> [ASSIGNED TASK] The answer must be a word-for-word copy of the records below, with every picture left out.

DATA TO EXAMINE Start Marker

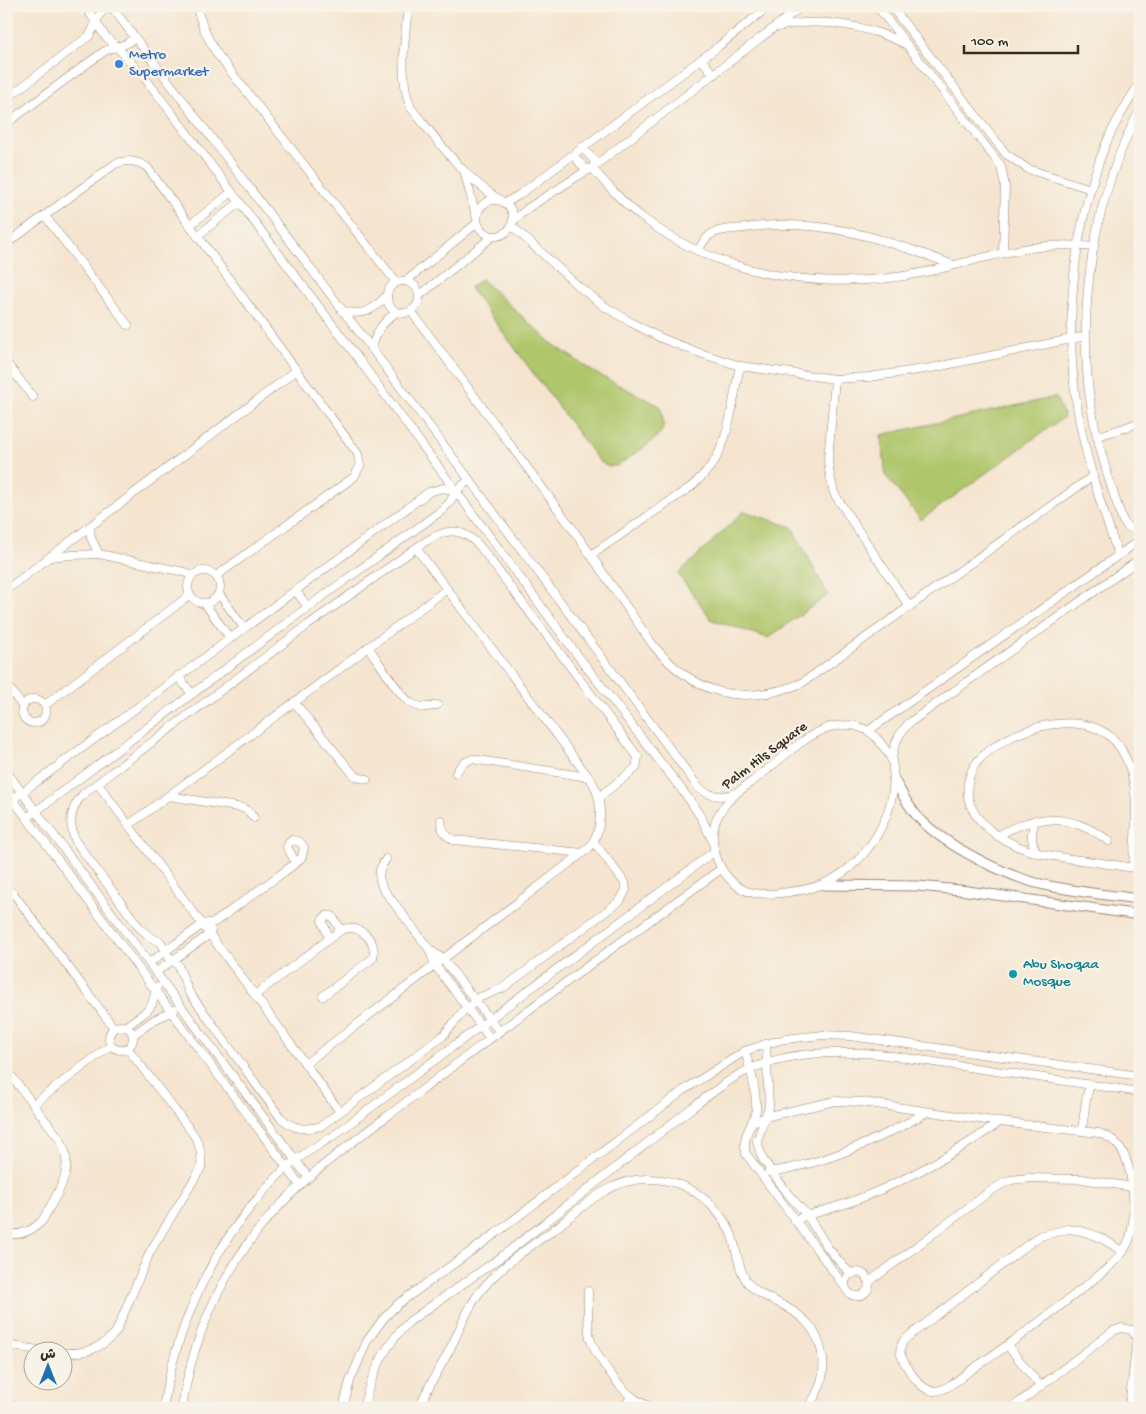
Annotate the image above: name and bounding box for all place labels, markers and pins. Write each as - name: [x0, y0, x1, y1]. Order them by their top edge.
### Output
- place label: Metro Supermarket: [129, 46, 210, 81]
- marker: Metro Supermarket: [113, 58, 125, 70]
- place label: Abu Shoqaa Mosque: [1023, 956, 1099, 991]
- marker: Abu Shoqaa Mosque: [1007, 968, 1019, 980]

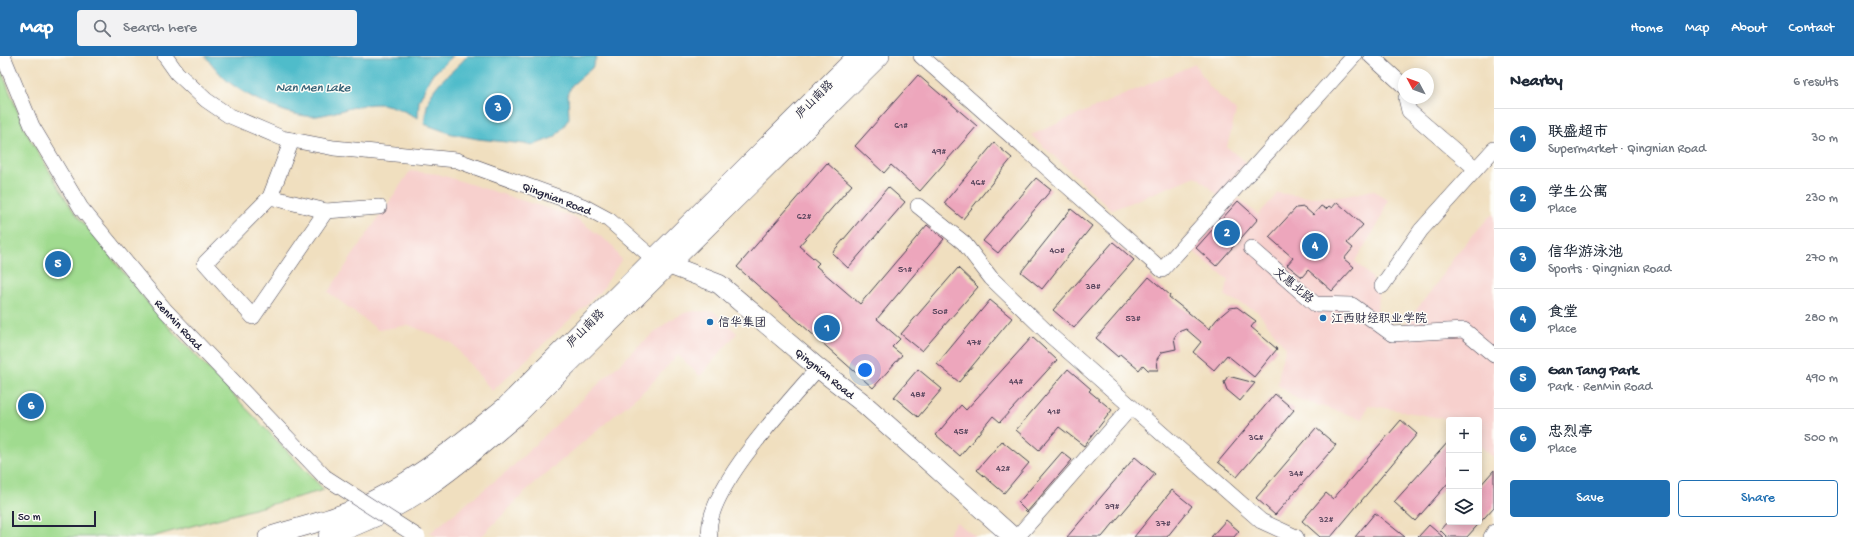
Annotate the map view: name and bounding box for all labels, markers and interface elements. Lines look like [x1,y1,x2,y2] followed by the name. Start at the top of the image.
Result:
[77,10,357,46] search box
[20,17,53,40] text: Map
[91,17,113,39] icon: search
[123,19,197,37] text: Search here
[1631,20,1663,37] text: Home
[1685,20,1709,37] text: Map
[1731,20,1767,37] text: About
[1789,20,1834,37] text: Contact
[1398,68,1434,104] north arrow
[1510,72,1563,92] text: Nearby
[1793,75,1838,90] text: 6 results
[793,78,837,122] street label: 庐山南路
[276,81,351,96] water label: Nan Men Lake
[485,93,511,123] pin: 3
[894,120,908,132] house number: 61#
[1548,124,1608,142] text: 联盛超市
[1520,131,1526,146] text: 1
[1812,131,1838,146] text: 30 m
[1548,142,1706,157] text: Supermarket · Qingnian Road
[932,146,947,158] house number: 49#
[971,177,986,189] house number: 46#
[520,180,594,220] street label: Qingnian Road
[1548,184,1608,202] text: 学生公寓
[1520,191,1526,206] text: 2
[1805,191,1838,206] text: 230 m
[1548,202,1576,217] text: Place
[797,211,812,223] house number: 62#
[1214,218,1240,248] pin: 2
[1302,231,1328,261] pin: 4
[1548,244,1623,262] text: 信华游泳池
[1050,245,1065,257] house number: 40#
[45,249,71,279] pin: 5
[1520,251,1526,266] text: 3
[1805,251,1838,266] text: 270 m
[1548,262,1671,277] text: Sports · Qingnian Road
[898,264,912,276] house number: 51#
[1270,265,1316,307] street label: 文惠北路
[1084,281,1101,293] house number: 38#
[151,297,205,354] street label: RenMin Road
[1548,304,1578,322] text: 食堂
[932,306,948,318] house number: 50#
[564,307,608,351] street label: 庐山南路
[1331,311,1427,327] place label: 江西财经职业学院
[1520,311,1526,326] text: 4
[1805,311,1838,326] text: 280 m
[814,313,840,343] pin: 1
[1126,313,1141,325] house number: 53#
[1318,313,1328,323] marker: 江西财经职业学院
[718,316,766,331] place label: 信华集团
[705,317,715,327] marker: 信华集团
[1548,322,1576,337] text: Place
[967,337,982,349] house number: 47#
[791,346,857,404] street label: Qingnian Road
[855,360,875,380] your location
[1548,362,1638,380] text: Gan Tang Park
[1520,371,1526,386] text: 5
[1806,371,1838,386] text: 490 m
[1009,376,1023,388] house number: 44#
[1548,380,1652,395] text: Park · RenMin Road
[911,389,926,401] house number: 48#
[18,391,44,421] pin: 6
[1047,406,1061,418] house number: 41#
[1446,417,1482,525] map controls
[1446,417,1482,453] button: +
[1548,424,1593,442] text: 忠烈亭
[954,426,969,438] house number: 45#
[1520,431,1526,446] text: 6
[1804,431,1838,446] text: 500 m
[1248,432,1264,444] house number: 36#
[1548,442,1576,457] text: Place
[1446,453,1482,489] button: −
[996,463,1011,475] house number: 42#
[1288,468,1304,480] house number: 34#
[1510,480,1670,517] button: Save
[1678,480,1838,517] button: Share
[1446,489,1482,525] button: layers
[1104,501,1120,513] house number: 39#
[12,509,96,528] scale bar
[18,512,40,524] text: 50 m
[1318,514,1334,526] house number: 32#
[1155,518,1171,530] house number: 37#

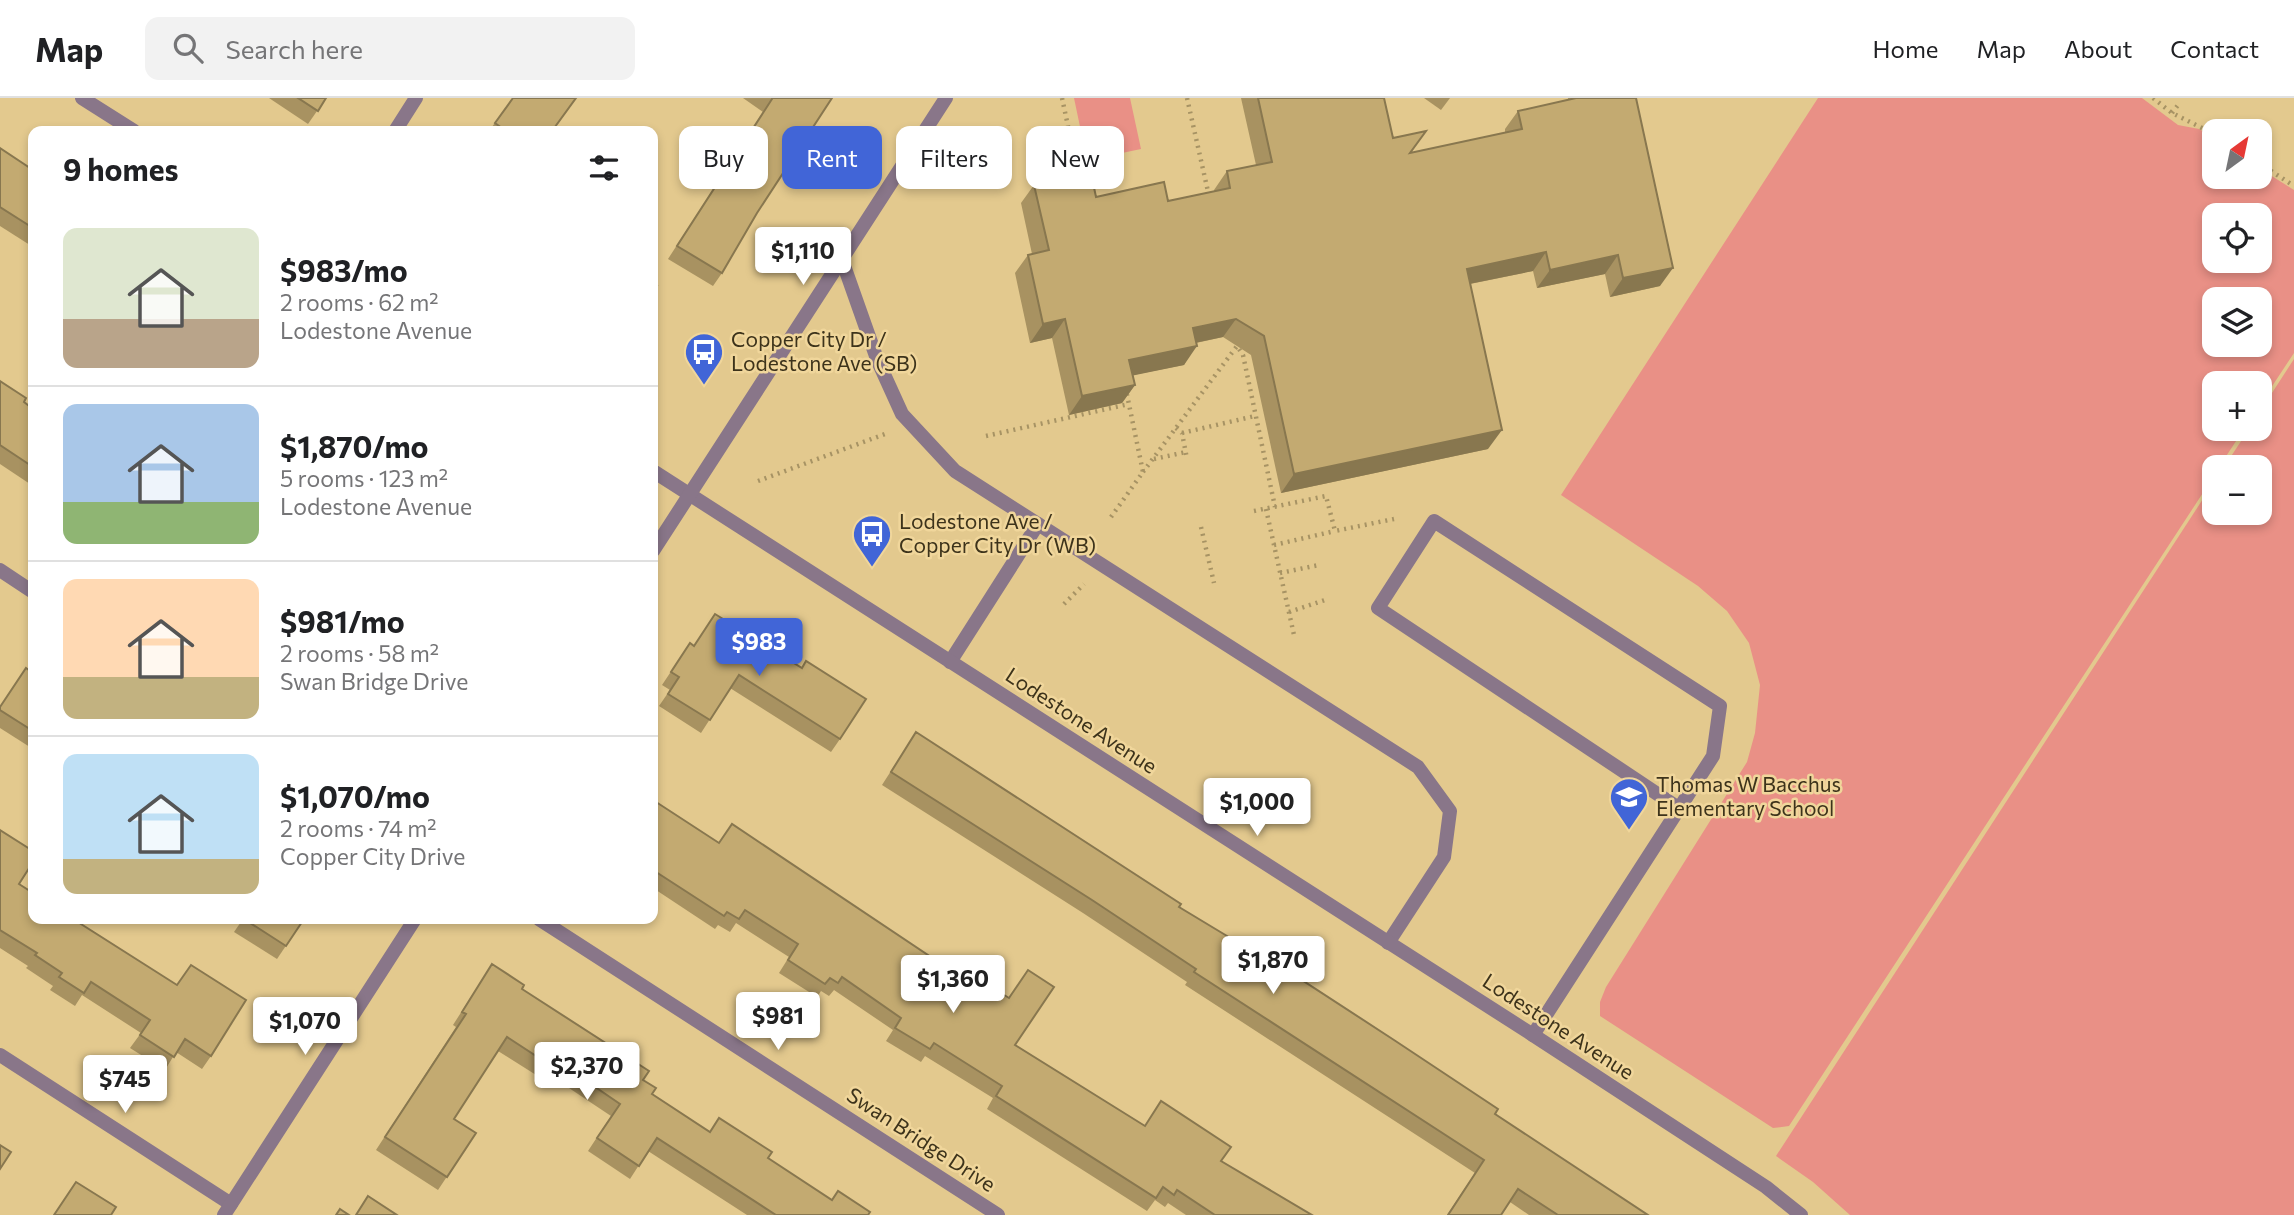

DATA TO EXAMINE End Marker

> [ANSWER]
Annotate the image above: name and bounding box for all place labels, markers and pins. Write each as - name: [x0, y0, x1, y1]. Order them by their top edge.
### Output
- place label: Metro Supermarket: [129, 46, 210, 81]
- marker: Metro Supermarket: [113, 58, 125, 70]
- place label: Abu Shoqaa Mosque: [1023, 956, 1099, 991]
- marker: Abu Shoqaa Mosque: [1007, 968, 1019, 980]

Annotate the map view: name and bounding box for all labels, markers and interface elements. Lines look like [x1,y1,x2,y2] followed by the name. Start at the top of the image.
Result:
[77,10,357,46] search box
[20,17,53,40] text: Map
[91,17,113,39] icon: search
[123,19,197,37] text: Search here
[1631,20,1663,37] text: Home
[1685,20,1709,37] text: Map
[1731,20,1767,37] text: About
[1789,20,1834,37] text: Contact
[1398,68,1434,104] north arrow
[1510,72,1563,92] text: Nearby
[1793,75,1838,90] text: 6 results
[793,78,837,122] street label: 庐山南路
[276,81,351,96] water label: Nan Men Lake
[485,93,511,123] pin: 3
[894,120,908,132] house number: 61#
[1548,124,1608,142] text: 联盛超市
[1520,131,1526,146] text: 1
[1812,131,1838,146] text: 30 m
[1548,142,1706,157] text: Supermarket · Qingnian Road
[932,146,947,158] house number: 49#
[971,177,986,189] house number: 46#
[520,180,594,220] street label: Qingnian Road
[1548,184,1608,202] text: 学生公寓
[1520,191,1526,206] text: 2
[1805,191,1838,206] text: 230 m
[1548,202,1576,217] text: Place
[797,211,812,223] house number: 62#
[1214,218,1240,248] pin: 2
[1302,231,1328,261] pin: 4
[1548,244,1623,262] text: 信华游泳池
[1050,245,1065,257] house number: 40#
[45,249,71,279] pin: 5
[1520,251,1526,266] text: 3
[1805,251,1838,266] text: 270 m
[1548,262,1671,277] text: Sports · Qingnian Road
[898,264,912,276] house number: 51#
[1270,265,1316,307] street label: 文惠北路
[1084,281,1101,293] house number: 38#
[151,297,205,354] street label: RenMin Road
[1548,304,1578,322] text: 食堂
[932,306,948,318] house number: 50#
[564,307,608,351] street label: 庐山南路
[1331,311,1427,327] place label: 江西财经职业学院
[1520,311,1526,326] text: 4
[1805,311,1838,326] text: 280 m
[814,313,840,343] pin: 1
[1126,313,1141,325] house number: 53#
[1318,313,1328,323] marker: 江西财经职业学院
[718,316,766,331] place label: 信华集团
[705,317,715,327] marker: 信华集团
[1548,322,1576,337] text: Place
[967,337,982,349] house number: 47#
[791,346,857,404] street label: Qingnian Road
[855,360,875,380] your location
[1548,362,1638,380] text: Gan Tang Park
[1520,371,1526,386] text: 5
[1806,371,1838,386] text: 490 m
[1009,376,1023,388] house number: 44#
[1548,380,1652,395] text: Park · RenMin Road
[911,389,926,401] house number: 48#
[18,391,44,421] pin: 6
[1047,406,1061,418] house number: 41#
[1446,417,1482,525] map controls
[1446,417,1482,453] button: +
[1548,424,1593,442] text: 忠烈亭
[954,426,969,438] house number: 45#
[1520,431,1526,446] text: 6
[1804,431,1838,446] text: 500 m
[1248,432,1264,444] house number: 36#
[1548,442,1576,457] text: Place
[1446,453,1482,489] button: −
[996,463,1011,475] house number: 42#
[1288,468,1304,480] house number: 34#
[1510,480,1670,517] button: Save
[1678,480,1838,517] button: Share
[1446,489,1482,525] button: layers
[1104,501,1120,513] house number: 39#
[12,509,96,528] scale bar
[18,512,40,524] text: 50 m
[1318,514,1334,526] house number: 32#
[1155,518,1171,530] house number: 37#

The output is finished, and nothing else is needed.